On my older hardware, Wine was the best way of running Unity on Linux. Running under Wine introduces a long list of issues, but performance isn't bad, and many of the issues are possible to work around or avoid. Wine is fine for occasional use, but the numerous issues and some of the more severe problems make it a poor choice for serious work.

While trying these things out I gained some experience with Unity, and I didn't want to admit defeat. I decided to change the rules and I settled on running Unity on a native Windows installation accessed primarily over VNC, and directly with a KVM when more performance is needed (such as when running a game window full screen.) When not at home I have been using Unity on Linux through Wine. Git is used to keep both systems in sync with the same projects.

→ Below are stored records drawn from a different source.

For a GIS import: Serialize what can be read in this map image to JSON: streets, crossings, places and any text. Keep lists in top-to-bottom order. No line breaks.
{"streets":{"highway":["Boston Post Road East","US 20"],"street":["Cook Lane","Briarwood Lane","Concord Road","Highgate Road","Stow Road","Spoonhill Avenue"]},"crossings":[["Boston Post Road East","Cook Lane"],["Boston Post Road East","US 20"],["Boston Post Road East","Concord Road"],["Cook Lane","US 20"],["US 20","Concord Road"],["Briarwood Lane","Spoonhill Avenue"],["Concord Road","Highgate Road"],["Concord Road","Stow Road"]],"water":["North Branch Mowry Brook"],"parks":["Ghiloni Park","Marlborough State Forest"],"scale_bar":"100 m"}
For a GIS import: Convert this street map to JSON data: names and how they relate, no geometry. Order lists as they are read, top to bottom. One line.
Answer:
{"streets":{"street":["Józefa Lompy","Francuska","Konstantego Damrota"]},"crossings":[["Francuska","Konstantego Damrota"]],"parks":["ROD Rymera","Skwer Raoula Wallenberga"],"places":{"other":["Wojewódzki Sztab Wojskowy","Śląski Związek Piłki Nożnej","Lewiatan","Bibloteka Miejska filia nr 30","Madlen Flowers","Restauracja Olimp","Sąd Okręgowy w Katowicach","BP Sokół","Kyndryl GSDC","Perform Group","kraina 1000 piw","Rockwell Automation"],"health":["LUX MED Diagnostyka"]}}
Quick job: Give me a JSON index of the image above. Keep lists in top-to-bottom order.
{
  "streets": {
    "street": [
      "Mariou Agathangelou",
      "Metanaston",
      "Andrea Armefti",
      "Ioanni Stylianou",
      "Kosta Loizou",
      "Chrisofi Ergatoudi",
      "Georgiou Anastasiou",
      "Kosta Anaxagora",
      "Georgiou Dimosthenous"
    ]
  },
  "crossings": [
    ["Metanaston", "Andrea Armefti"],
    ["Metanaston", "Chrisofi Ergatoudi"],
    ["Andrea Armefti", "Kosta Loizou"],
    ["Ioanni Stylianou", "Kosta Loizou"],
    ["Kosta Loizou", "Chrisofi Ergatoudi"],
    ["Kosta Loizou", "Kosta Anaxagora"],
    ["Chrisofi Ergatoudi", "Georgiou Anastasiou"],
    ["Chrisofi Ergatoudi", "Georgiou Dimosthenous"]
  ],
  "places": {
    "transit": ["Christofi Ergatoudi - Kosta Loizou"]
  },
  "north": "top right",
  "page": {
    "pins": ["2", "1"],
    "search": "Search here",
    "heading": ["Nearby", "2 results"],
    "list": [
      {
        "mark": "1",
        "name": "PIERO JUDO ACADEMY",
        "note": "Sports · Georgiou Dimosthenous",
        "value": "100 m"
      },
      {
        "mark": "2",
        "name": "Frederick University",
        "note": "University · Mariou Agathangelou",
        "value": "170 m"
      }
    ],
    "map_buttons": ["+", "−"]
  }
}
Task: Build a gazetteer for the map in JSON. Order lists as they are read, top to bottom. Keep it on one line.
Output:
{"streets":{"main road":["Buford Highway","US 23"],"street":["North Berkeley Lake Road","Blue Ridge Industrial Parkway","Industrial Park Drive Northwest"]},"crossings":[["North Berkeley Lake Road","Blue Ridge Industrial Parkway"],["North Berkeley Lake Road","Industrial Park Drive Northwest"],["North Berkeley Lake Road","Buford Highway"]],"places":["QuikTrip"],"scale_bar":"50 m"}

I have had a positive experience learning Unity, but I'm not yet very attached. With the VNC/KVM/Wine setup I have been managing to get things done, but native Linux support would be extremely helpful. I'm definitely going to keep my eyes on the competition and see if CryEngine or Unreal manage to add official Linux support. The Unreal Engine ships with source, and some people already have worked on native Linux support. It isn't ready for the prime time, and even if it was, it isn't yet a direct competitor to Unity. From my perspective this is mostly because Unity better supports the platforms I am interested in developing for.

For now, I have a setup that I am able to use to get work done, but it isn't ideal, especially when I am not at home and using Wine. While getting a faster laptop may make the virtualized options viable, it is not a guarantee, and so I am hesitant to upgrade just for that. In the meantime, this setup seems to be good enough to move forward with, but I'll definitely be hoping for better options in the future.